我們下了樓,往原處走去,只見陛下端著酒杯,對著秋花獨酌,倒是沒有著急的樣子。班婕妤盈盈地朝那邊行了禮。

“你二人穿得倒像是芙蓉秋菊,極襯這秋色。”他朝著我們笑著說。

我朝他笑道:“陛下獨自喝著酒,可又得了佳篇?”

他卻向我招了招手:“這酒倒是不錯,你必喜歡。來嘗嘗吧。”

我停下了腳步,朝他一笑:“上了一回當,可不會再上第二回當了。喝你一口酒,又得做一回詩。”

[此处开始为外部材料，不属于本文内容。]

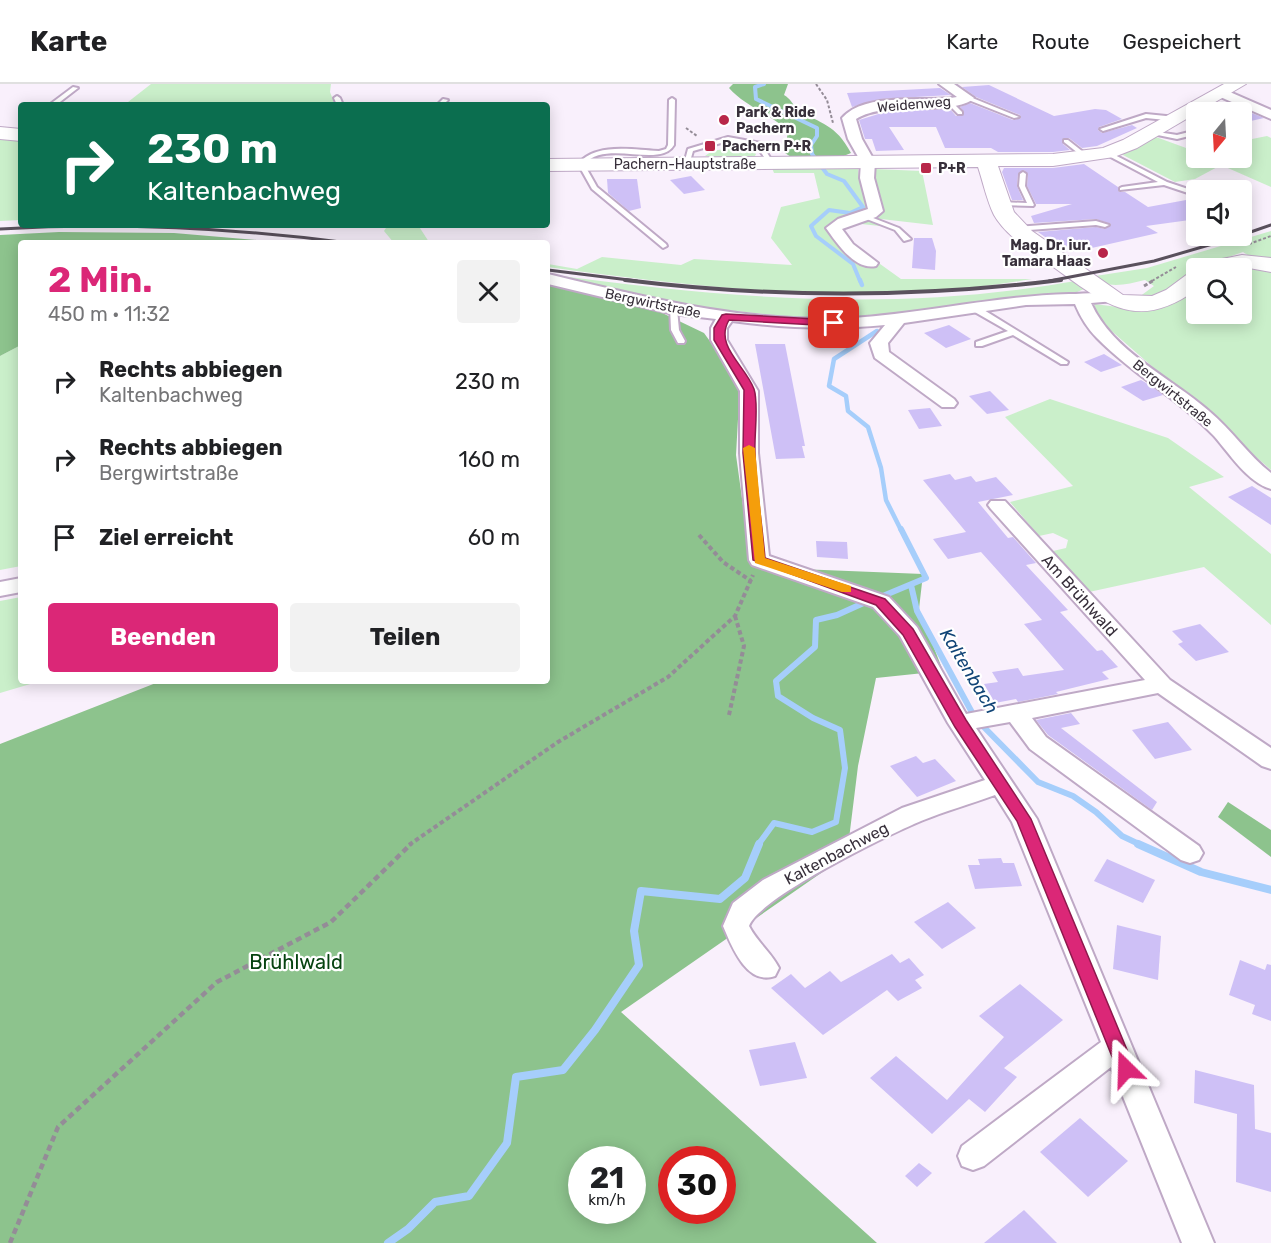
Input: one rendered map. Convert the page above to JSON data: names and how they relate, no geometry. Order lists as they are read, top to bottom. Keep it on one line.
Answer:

他笑著說:“這是揚州運來的新酒,用了南方的鮮花與朝露,總共只釀了一小壇,你若是今日不嘗嘗,要是再想喝到,可要再等一年了。”

“揚州?”我有些心動。

江浙一帶在漢朝時期便稱做揚州。這個名字,是離我心心念念的江南最近的地方。盡管我的江南,在這個時代或許還是文明的蠻荒。

我抵擋不住來自家鄉佳釀的醇香,走到了他旁邊,但當手將要碰到他遞過來的杯子之時,我又猶疑了,問道:“那喝了這酒,可還需要賦詩?”

他大笑:“以詩載情,以詩抒意,心裏有意,胸中有志,詩文皆是載體罷了,若真是不想寫,也是勉強不得的。心中無意,為了賦詩而賦詩,便無趣了。”

他一番話繞得人頭暈,我試探性地問:“那陛下的意思是?喝了這酒,可以不用寫詩?”

他含笑點了點頭。

“當真?”我如得恩赦,伸出手便要與他拉勾。

他有些驚異地看著我用小拇指勾住了他的手指:“這是何意?”

“這是我們家鄉習俗,小拇指相勾,便是拉勾,拉了勾之後就不許變了。”我用大拇指使勁按了按他的大拇指,笑道,“這樣就是蓋章為約!一言為定!誰要是不守約,誰就是——小狗。”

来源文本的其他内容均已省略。